Last but not least, promote someone, probably yourself, who promises to do the job as leader of your new movement. If this person is charismatic and a good talker, so much the better. Et voila, you’re a fascist.

Hitler managed it pretty well in his time; the German economy was in a bad way because of the cost of war reparations, and all Hitler had to do was blame the jews and promise to fix things, and it was just what the German people wanted to hear.

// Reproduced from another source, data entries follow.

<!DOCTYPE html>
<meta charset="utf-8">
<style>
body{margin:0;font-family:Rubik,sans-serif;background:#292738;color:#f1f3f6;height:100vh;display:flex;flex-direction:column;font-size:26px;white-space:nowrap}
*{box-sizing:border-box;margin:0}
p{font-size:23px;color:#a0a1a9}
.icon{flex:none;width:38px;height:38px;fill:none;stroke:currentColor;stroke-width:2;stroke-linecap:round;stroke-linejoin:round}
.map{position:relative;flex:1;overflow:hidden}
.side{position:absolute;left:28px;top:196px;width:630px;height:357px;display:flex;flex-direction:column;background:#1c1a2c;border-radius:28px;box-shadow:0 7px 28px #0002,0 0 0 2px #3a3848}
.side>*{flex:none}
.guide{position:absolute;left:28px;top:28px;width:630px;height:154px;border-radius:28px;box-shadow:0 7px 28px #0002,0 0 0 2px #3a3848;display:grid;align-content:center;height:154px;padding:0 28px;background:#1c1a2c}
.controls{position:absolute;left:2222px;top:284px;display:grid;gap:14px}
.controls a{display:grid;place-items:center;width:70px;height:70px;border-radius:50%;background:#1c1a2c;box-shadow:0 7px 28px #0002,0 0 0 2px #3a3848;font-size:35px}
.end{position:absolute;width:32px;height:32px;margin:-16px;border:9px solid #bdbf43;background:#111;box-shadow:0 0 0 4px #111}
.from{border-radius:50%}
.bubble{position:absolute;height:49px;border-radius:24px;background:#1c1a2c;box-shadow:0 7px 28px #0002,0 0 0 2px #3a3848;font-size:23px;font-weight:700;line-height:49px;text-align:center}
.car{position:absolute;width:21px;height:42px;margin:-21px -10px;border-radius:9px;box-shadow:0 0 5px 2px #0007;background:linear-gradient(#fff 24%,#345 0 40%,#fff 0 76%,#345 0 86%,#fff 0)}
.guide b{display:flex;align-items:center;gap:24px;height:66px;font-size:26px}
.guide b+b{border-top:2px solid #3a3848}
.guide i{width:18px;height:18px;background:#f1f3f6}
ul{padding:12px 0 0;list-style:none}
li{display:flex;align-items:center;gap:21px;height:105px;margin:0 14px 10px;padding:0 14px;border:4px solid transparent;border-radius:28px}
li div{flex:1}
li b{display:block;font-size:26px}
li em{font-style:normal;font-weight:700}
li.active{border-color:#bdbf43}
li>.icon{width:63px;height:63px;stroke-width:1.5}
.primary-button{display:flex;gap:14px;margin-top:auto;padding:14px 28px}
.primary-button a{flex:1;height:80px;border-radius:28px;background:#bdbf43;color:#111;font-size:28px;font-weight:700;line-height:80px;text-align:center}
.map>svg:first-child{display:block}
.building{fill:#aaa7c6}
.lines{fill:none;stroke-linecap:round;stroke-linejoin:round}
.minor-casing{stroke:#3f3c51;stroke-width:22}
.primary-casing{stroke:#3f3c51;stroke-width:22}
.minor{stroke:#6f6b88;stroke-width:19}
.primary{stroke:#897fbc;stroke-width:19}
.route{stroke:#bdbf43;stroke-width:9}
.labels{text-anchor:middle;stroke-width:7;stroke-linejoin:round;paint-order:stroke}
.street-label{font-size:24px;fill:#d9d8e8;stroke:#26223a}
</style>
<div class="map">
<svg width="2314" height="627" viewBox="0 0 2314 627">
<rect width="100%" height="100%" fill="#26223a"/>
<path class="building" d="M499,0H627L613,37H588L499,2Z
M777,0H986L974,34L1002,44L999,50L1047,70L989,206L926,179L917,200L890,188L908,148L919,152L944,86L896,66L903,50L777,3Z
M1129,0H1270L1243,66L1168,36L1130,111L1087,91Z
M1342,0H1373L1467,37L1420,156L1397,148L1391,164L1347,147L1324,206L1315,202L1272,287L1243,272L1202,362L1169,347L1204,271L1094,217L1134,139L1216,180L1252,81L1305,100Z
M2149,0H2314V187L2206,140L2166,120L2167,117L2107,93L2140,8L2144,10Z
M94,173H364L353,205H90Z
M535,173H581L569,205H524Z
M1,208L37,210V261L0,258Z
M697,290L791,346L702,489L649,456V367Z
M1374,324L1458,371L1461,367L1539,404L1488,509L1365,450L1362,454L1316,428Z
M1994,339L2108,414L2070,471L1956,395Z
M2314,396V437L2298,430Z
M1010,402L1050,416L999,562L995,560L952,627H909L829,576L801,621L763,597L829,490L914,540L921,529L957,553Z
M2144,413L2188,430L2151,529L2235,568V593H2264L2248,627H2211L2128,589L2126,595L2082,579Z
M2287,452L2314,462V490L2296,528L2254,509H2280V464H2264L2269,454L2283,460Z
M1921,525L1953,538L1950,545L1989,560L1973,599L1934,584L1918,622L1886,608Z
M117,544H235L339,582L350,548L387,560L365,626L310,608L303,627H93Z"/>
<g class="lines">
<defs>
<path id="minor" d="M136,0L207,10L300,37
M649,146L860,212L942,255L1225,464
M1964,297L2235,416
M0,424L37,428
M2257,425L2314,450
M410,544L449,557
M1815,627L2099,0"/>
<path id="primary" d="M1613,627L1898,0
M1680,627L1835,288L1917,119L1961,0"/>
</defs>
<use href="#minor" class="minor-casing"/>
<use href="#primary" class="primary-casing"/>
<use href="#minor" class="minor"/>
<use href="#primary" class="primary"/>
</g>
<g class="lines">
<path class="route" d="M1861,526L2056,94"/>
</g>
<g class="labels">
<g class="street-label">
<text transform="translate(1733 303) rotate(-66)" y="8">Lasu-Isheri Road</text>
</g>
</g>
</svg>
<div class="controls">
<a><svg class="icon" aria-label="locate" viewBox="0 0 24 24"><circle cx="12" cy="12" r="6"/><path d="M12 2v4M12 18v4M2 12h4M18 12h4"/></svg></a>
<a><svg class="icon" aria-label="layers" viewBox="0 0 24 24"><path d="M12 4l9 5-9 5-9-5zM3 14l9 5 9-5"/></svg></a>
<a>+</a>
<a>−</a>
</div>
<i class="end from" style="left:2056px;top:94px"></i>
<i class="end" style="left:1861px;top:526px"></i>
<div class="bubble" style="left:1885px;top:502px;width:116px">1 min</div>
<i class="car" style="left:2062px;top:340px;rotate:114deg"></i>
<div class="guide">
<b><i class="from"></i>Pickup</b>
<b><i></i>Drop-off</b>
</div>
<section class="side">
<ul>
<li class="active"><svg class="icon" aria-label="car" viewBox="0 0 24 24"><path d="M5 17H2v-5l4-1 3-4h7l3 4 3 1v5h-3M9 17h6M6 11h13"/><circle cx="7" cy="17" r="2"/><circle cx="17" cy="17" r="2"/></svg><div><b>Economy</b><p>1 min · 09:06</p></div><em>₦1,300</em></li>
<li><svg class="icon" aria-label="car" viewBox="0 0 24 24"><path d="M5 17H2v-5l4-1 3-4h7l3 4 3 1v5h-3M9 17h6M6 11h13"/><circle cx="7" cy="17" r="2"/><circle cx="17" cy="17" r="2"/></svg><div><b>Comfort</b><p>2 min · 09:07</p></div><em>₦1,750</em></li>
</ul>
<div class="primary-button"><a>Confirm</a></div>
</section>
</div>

More recently, the whole Hugo Awards/Sad Puppies thing, in which Theodore Beale (aka Vox Day) was accused of being a fascist. How does that stack up? Well, we have the good-old-days/sucky-present thing, in that the puppies said real sci-fi is written by white hetero guys and is all about good ol’ white hetero males using ray guns and spaceships to save helpless, inferior gals, just the way it used to be in the golden age of sci-fi (i.e. any time before about 1980, I guess). And they got their panties in a wad over the fact that modern sci-fi isn’t just about the tech, but often casts women (gasp!), and people of colour (shock!), and LGBT people (horror!), as major characters in stories that tell us something about the real world, written in some cases by non-white, non-male, non-hetero people. Oh, they don’t like that. Who to blame? Well, the feminists and the gays and the women, of course. And so along comes Vox Day, saying he’ll teach everyone a lesson by sabotaging the Hugos, and then we can go back to sci-fi that looks like it was written in the 1940s. Does that make him a fascist? Going by the definitions as given above, I’d say yes, it sure does.

Last example: Donald Trump. Good times/bad times? His campaign slogans certainly try to make it look that way; Make America Great Again as a campaign slogan implies that times were good and can be again, and just the title of his book Crippled America implies that things are bad today. Who to blame? In Trump’s case, just about every group he can mention—Mexicans, Syrians, muslims, the list goes on. And who’s going to save us from all this, if not The Mighty Trump himself? So in my book, that makes Trump a fascist. Absolutely, positively, no question about it.